§ WORK ORDER
Only the lines from the opening of the material through the line bearing "height:4px; margin-top:-2px; transform-origin:0;" should be reproduced, exactly and without pictures.

§ TASK INPUT

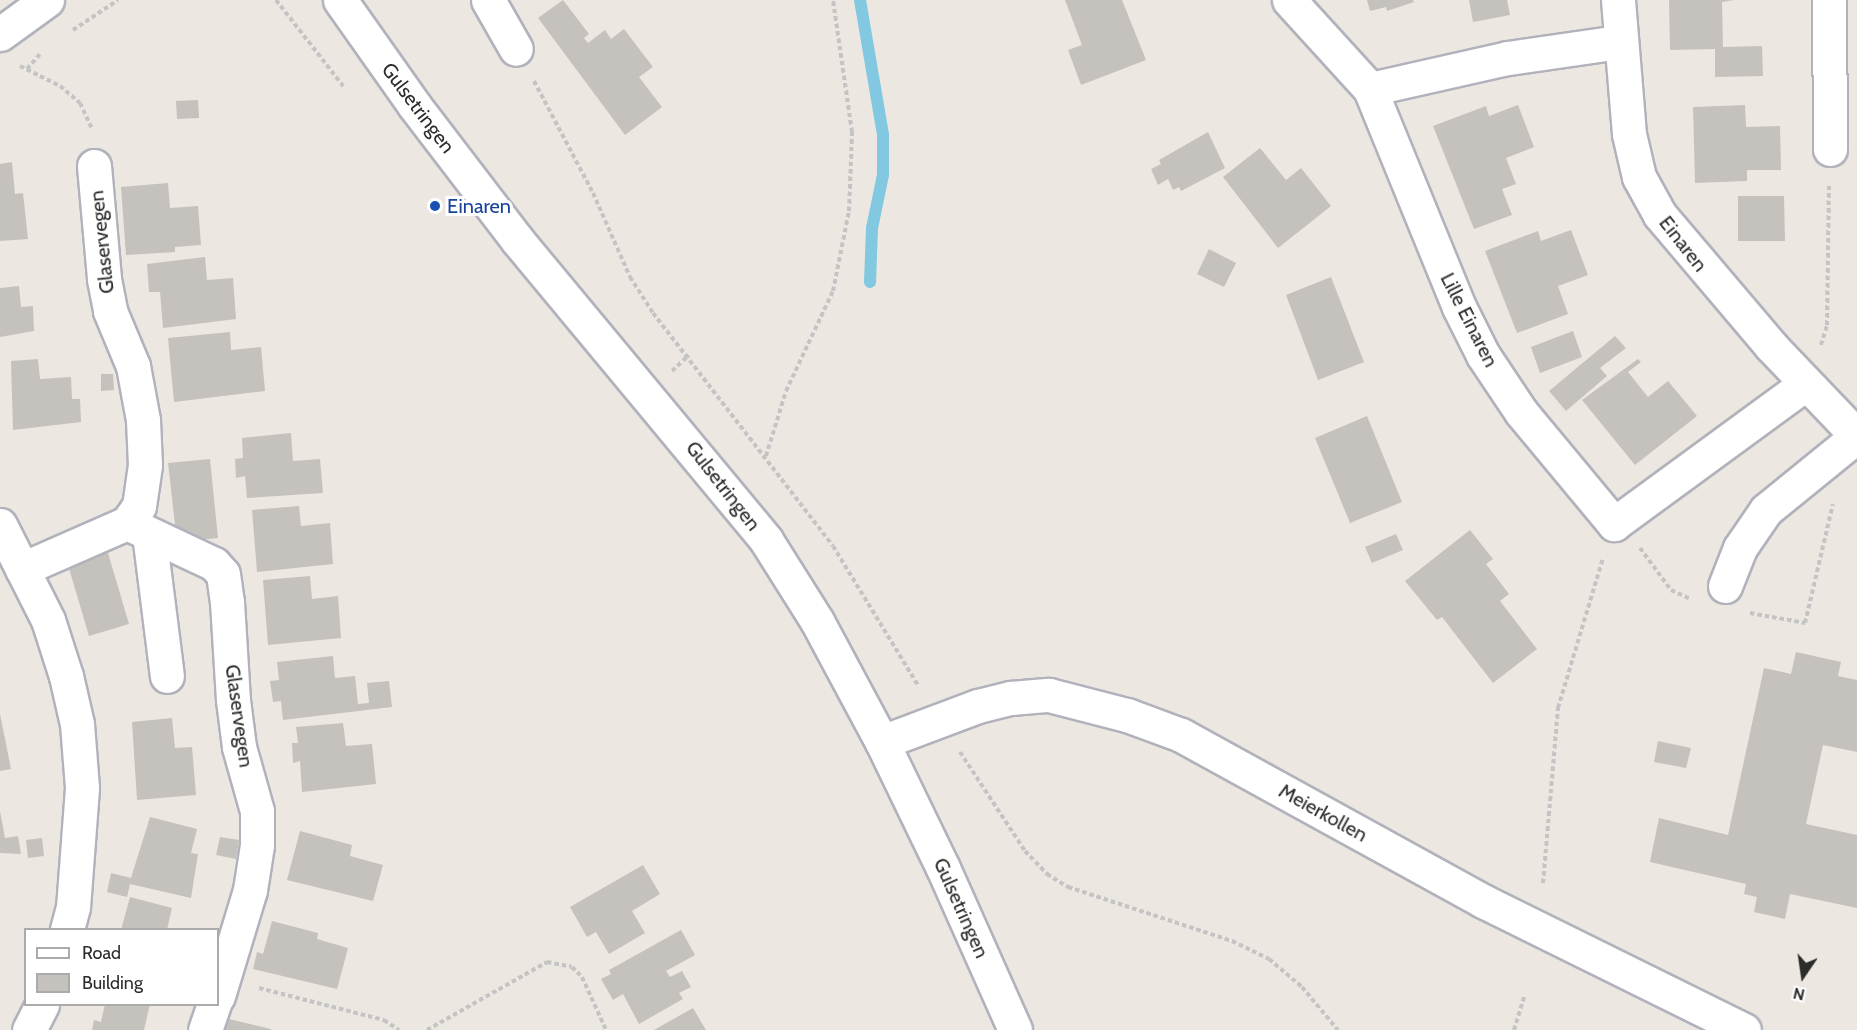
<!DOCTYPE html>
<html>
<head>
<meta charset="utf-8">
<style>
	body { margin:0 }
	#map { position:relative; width:1857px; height:1030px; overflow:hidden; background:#ece7e1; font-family:Cabin,sans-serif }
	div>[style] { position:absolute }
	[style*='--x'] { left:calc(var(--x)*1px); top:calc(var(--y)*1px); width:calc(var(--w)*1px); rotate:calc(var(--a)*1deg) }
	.stream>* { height:12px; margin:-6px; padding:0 6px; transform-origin:6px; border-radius:6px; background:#81c8e0 }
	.building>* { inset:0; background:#c5c1bc }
	.path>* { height:4px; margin-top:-2px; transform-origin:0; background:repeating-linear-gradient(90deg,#c4c4c4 0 4.5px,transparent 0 7.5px) }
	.roads { filter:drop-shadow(2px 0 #b1b2bb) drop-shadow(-2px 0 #b1b2bb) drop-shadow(0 2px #b1b2bb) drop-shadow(0 -2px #b1b2bb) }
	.minor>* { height:33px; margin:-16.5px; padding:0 16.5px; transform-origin:16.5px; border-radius:16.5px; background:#fff }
	.dots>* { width:16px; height:16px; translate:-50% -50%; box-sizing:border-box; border:3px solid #fff; border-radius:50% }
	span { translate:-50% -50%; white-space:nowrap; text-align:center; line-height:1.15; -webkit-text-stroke:6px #fff; paint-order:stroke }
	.street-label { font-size:20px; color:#2c2c2c }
	.transit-label { font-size:20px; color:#164399 }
	.left { translate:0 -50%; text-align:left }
	.legend { position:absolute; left:24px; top:928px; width:195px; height:78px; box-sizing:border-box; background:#fff; border:2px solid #ababab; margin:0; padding:8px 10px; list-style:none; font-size:18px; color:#2c2c2c }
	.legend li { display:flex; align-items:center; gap:12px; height:30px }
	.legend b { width:30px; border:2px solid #ababab }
	.north { position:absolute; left:1773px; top:946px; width:60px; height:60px; -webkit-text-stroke:4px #fff; paint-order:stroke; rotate:193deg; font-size:16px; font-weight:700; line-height:24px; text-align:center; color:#2c2c2c }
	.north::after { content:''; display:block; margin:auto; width:21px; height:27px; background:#2c2c2c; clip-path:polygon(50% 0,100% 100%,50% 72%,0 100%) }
</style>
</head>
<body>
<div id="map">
	<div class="stream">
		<div style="--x:860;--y:0;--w:137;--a:80.3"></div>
		<div style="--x:883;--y:135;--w:40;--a:90"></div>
		<div style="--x:883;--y:175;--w:54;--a:101.7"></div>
		<div style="--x:872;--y:228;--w:54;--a:92.1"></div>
	</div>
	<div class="building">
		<div style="clip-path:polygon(563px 0,589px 34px,584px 38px,588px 43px,605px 30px,611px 39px,624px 29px,653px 67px,639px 77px,662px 107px,625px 135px,538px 18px)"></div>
		<div style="clip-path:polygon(1065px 0,1122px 0,1146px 60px,1081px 85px,1068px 50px,1082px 45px)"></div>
		<div style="clip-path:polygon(1367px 0,1413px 0,1414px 2px,1387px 11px,1386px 7px,1370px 11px)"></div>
		<div style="clip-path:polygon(1469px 0,1507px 0,1510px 15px,1473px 22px)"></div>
		<div style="clip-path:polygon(1669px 0,1734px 0,1722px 2px,1723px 47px,1762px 46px,1763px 76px,1715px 77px,1715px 49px,1670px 50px)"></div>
		<div style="clip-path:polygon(198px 100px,199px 118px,177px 119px,176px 101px)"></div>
		<div style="clip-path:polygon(1518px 105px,1534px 147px,1506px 158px,1516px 184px,1502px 189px,1512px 215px,1474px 229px,1433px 126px,1486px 106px,1489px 116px)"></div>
		<div style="clip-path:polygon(1745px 105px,1746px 127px,1780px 126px,1781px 170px,1747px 170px,1747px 181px,1695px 183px,1693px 107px)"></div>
		<div style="clip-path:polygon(1208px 132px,1225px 168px,1181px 191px,1179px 187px,1173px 190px,1168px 179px,1158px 185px,1151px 169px,1161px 164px,1159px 160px)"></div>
		<div style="clip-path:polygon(1260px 148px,1286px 180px,1301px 168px,1331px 206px,1278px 248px,1223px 177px)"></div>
		<div style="clip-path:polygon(12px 162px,15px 194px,23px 193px,28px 239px,0 241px,0 164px)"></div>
		<div style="clip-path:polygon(168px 183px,170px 208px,198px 206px,201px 245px,175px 247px,175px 252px,126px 255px,121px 187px)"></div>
		<div style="clip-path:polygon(1738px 196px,1784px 196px,1785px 241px,1738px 241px)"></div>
		<div style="clip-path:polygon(1571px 230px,1588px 275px,1558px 286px,1568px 314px,1517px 333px,1485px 251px,1538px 231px,1541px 241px)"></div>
		<div style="clip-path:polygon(1209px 249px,1236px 263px,1224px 287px,1197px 274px)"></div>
		<div style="clip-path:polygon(205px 257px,207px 280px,233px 278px,236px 319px,163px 328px,160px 292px,149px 292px,147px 264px)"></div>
		<div style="clip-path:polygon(1331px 277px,1364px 362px,1318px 380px,1286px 295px)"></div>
		<div style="clip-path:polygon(19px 286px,21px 307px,33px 306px,34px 331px,0 337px,0 288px)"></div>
		<div style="clip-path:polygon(1573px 331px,1582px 357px,1540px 373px,1531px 347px)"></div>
		<div style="clip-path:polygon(230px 332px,231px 350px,261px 347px,265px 391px,174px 402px,168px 338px)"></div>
		<div style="clip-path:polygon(1615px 336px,1626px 348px,1600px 368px,1607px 376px,1566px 411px,1549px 391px)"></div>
		<div style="clip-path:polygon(38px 359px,40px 379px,71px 377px,72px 399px,80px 399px,81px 422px,13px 430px,11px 361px)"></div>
		<div style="clip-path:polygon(1638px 359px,1641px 362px,1628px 372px,1648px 397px,1668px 381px,1697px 416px,1635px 465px,1582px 400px)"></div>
		<div style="clip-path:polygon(101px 374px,113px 374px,114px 390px,101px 391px)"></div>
		<div style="clip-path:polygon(1367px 416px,1402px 502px,1350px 523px,1315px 438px)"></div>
		<div style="clip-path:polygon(291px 433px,293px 461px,320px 459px,323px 493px,247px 498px,245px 476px,236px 478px,235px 459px,243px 458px,242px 438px)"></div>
		<div style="clip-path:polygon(210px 459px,218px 538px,177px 542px,168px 463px)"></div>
		<div style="clip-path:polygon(299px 506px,301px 526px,330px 523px,333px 564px,257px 572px,252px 510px)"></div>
		<div style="clip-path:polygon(1470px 530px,1493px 559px,1486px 564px,1509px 594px,1500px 601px,1537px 649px,1493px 683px,1442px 617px,1437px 620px,1405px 581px)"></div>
		<div style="clip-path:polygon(1396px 534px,1403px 550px,1372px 563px,1365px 547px)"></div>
		<div style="clip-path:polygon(108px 553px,129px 624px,89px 636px,68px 565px)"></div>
		<div style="clip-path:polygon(310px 576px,312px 599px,338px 596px,341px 638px,268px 645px,263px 580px)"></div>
		<div style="clip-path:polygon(1796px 652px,1841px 662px,1838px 676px,1857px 680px,1857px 752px,1823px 745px,1806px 824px,1857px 835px,1857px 908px,1790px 894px,1785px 919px,1754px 912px,1757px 897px,1744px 894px,1746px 884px,1650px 862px,1659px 818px,1728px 835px,1764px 668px,1791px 674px)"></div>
		<div style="clip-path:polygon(333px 656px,335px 678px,355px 676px,358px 704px,369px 703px,367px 683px,389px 681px,392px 707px,283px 720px,281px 701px,273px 702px,270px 681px,279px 680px,277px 662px)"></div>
		<div style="clip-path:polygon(0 714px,11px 769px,0 771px)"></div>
		<div style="clip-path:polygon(172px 718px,175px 748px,192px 747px,196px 795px,137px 800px,132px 722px)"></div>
		<div style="clip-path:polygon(343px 723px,346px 746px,372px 744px,376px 784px,302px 792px,300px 761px,293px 763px,292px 743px,298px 743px,296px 727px)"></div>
		<div style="clip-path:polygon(1658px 741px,1691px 748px,1686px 768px,1654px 762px)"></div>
		<div style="clip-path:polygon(0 811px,5px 838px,18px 836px,21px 854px,0 853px)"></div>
		<div style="clip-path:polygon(150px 817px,197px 829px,191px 853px,198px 854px,191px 898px,130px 884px,127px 897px,107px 892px,111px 873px,131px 878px)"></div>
		<div style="clip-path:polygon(300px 831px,352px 845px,350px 856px,383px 865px,373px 901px,287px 880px)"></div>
		<div style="clip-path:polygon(220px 837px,239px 840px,236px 859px,216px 855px)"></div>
		<div style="clip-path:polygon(42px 838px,44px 856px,28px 858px,26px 840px)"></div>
		<div style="clip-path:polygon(643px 865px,660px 894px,632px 911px,645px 933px,609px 954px,596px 932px,587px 937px,570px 907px)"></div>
		<div style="clip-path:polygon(130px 897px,172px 908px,167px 930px,121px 930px)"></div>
		<div style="clip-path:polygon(272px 921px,318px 933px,317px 939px,348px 948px,337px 989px,253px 969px,257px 952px,263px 954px)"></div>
		<div style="clip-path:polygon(681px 930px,695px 955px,666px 971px,670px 977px,682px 971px,691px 987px,679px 993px,683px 999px,639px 1024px,623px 994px,613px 1000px,601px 979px,611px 974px,609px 970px)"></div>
		<div style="clip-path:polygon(105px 1004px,150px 1004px,144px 1030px,92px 1030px,94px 1020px,101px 1022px)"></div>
		<div style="clip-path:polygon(693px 1008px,706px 1030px,654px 1030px)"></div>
		<div style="clip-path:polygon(225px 1018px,271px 1029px,271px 1030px,222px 1030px)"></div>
	</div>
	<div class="path">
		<div style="--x:276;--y:0;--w:110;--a:52"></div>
		<div style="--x:73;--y:30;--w:54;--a:-33.7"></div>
		<div style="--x:20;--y:66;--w:45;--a:26.6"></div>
		<div style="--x:60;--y:86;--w:26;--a:40"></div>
		<div style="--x:80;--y:103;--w:29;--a:65"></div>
		<div style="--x:27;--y:69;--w:20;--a:-49"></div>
		<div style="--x:534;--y:81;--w:127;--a:62.2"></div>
		<div style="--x:593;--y:193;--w:92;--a:66.2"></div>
		<div style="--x:630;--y:277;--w:43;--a:57.4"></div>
		<div style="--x:653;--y:313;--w:294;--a:52.3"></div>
		<div style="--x:833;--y:546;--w:165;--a:58.6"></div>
		<div style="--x:1821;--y:345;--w:21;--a:-73"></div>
		<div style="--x:1827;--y:325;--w:139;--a:-89.2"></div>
		<div style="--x:672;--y:371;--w:23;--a:-43"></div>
		<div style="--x:766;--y:456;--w:68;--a:-72.9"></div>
		<div style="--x:786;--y:391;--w:110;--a:-64.8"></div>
		<div style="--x:833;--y:291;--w:82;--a:-78.7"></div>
		<div style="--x:849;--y:211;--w:79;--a:-87.8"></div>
		<div style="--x:852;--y:132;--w:133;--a:-98.2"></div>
		<div style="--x:1640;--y:548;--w:52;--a:53.6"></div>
		<div style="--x:1671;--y:590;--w:21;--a:25"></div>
		<div style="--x:1750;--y:613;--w:56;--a:10.3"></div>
		<div style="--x:1805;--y:623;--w:122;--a:-76.8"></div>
		<div style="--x:960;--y:752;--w:118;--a:56.7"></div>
		<div style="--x:1025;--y:851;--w:32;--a:46"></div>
		<div style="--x:1047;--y:874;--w:25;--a:32"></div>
		<div style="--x:1068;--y:887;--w:173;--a:18.2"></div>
		<div style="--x:1232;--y:941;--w:41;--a:25.9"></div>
		<div style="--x:1269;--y:959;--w:43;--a:40.3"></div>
		<div style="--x:1302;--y:987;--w:56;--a:50.1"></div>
		<div style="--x:1543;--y:883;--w:176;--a:-85.1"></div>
		<div style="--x:1558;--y:708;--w:157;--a:-73.3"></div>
		<div style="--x:259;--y:988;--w:129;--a:14.4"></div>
		<div style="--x:384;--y:1020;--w:18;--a:34"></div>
		<div style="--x:427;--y:1030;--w:138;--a:-29.5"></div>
		<div style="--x:547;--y:962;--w:25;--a:11"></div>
		<div style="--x:572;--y:967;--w:14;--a:45"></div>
		<div style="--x:582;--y:977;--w:58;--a:65.6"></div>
		<div style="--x:1514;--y:1030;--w:37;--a:-73"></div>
	</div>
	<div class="roads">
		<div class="minor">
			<div style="--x:340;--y:0;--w:128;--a:54.8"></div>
			<div style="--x:414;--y:105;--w:171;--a:52.6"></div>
			<div style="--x:518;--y:241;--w:388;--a:50.3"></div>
			<div style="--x:766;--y:540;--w:96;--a:57.8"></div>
			<div style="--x:817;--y:621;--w:137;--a:61.8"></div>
			<div style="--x:882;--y:742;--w:140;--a:64.2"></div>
			<div style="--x:943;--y:868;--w:177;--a:66"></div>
			<div style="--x:488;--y:0;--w:56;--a:60.3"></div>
			<div style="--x:1289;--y:0;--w:120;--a:47.7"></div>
			<div style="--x:1370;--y:89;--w:235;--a:67.8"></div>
			<div style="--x:1459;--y:307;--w:54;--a:63.4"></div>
			<div style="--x:1483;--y:355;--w:69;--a:56.3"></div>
			<div style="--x:1521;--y:412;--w:146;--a:50.3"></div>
			<div style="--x:1614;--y:524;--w:237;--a:-36.2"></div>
			<div style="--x:1618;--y:0;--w:134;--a:85.3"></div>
			<div style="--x:1629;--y:134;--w:44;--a:76.9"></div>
			<div style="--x:1639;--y:177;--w:43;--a:61.1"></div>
			<div style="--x:1660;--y:215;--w:172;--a:49.7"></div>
			<div style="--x:1771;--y:346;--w:124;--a:46.3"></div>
			<div style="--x:1829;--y:0;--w:149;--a:89.6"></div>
			<div style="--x:0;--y:34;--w:58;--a:-35.9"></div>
			<div style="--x:1370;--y:89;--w:141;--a:-12.7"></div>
			<div style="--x:1508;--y:58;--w:112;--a:-8.2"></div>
			<div style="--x:94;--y:166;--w:113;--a:84.9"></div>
			<div style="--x:104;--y:279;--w:33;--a:79"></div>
			<div style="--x:110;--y:311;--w:60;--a:67.3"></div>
			<div style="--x:133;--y:366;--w:55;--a:79.5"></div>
			<div style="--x:143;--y:420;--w:45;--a:87.5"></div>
			<div style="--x:145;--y:465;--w:41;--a:98.3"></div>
			<div style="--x:139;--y:506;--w:21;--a:125"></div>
			<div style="--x:127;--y:523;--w:96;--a:25.2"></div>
			<div style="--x:214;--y:564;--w:13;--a:48"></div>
			<div style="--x:223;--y:574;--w:28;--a:82"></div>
			<div style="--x:227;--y:602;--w:98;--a:86.5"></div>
			<div style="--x:233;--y:700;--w:47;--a:82.7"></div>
			<div style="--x:239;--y:747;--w:66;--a:74.3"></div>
			<div style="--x:257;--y:811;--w:34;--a:90"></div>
			<div style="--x:257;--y:845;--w:46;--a:98.8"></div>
			<div style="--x:250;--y:890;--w:111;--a:106.8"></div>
			<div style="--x:0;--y:525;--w:106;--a:63.2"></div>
			<div style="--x:48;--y:620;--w:59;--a:72.2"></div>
			<div style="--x:66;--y:676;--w:49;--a:77.1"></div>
			<div style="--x:77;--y:724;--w:64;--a:85.5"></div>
			<div style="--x:82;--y:788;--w:119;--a:94.3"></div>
			<div style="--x:73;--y:907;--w:24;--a:105"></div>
			<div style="--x:149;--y:534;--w:143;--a:82.8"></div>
			<div style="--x:22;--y:569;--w:115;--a:-23.7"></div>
			<div style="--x:1725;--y:586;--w:41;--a:-68.5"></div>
			<div style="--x:1740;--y:548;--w:46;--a:-55.6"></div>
			<div style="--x:1766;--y:510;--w:117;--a:-39.1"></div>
			<div style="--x:882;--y:742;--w:103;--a:-20.6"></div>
			<div style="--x:978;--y:706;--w:34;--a:-14"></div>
			<div style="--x:1011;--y:698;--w:38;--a:-5"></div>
			<div style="--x:1049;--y:695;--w:81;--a:14.4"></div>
			<div style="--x:1127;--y:715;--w:58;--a:20.3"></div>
			<div style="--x:1181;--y:735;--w:345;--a:28.8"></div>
			<div style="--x:1483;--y:901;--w:291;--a:26.3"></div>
			<div style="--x:29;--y:1030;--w:29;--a:-63"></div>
			<div style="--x:205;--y:1030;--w:28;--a:-71"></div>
		</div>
	</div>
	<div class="dots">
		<div style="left:435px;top:206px;background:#1a4fb4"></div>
	</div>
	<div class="street-label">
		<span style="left:418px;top:108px;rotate:53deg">Gulsetringen</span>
		<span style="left:102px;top:242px;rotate:-96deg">Glaservegen</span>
		<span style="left:1683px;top:244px;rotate:52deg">Einaren</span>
		<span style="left:1469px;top:320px;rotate:63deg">Lille Einaren</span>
		<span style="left:723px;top:486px;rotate:52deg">Gulsetringen</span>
		<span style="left:239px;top:716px;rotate:82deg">Glaservegen</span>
		<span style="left:1323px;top:813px;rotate:29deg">Meierkollen</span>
		<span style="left:961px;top:908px;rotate:66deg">Gulsetringen</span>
	</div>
	<div class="transit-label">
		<span class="left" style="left:447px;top:206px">Einaren</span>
	</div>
	<ul class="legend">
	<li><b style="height:8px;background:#fff"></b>Road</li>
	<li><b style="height:16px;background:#c5c1bc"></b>Building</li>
	</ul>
	<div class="north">N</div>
</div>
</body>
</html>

§ OUTPUT
<!DOCTYPE html>
<html>
<head>
<meta charset="utf-8">
<style>
	body { margin:0 }
	#map { position:relative; width:1857px; height:1030px; overflow:hidden; background:#ece7e1; font-family:Cabin,sans-serif }
	div>[style] { position:absolute }
	[style*='--x'] { left:calc(var(--x)*1px); top:calc(var(--y)*1px); width:calc(var(--w)*1px); rotate:calc(var(--a)*1deg) }
	.stream>* { height:12px; margin:-6px; padding:0 6px; transform-origin:6px; border-radius:6px; background:#81c8e0 }
	.building>* { inset:0; background:#c5c1bc }
	.path>* { height:4px; margin-top:-2px; transform-origin:0; background:repeating-linear-gradient(90deg,#c4c4c4 0 4.5px,transparent 0 7.5px) }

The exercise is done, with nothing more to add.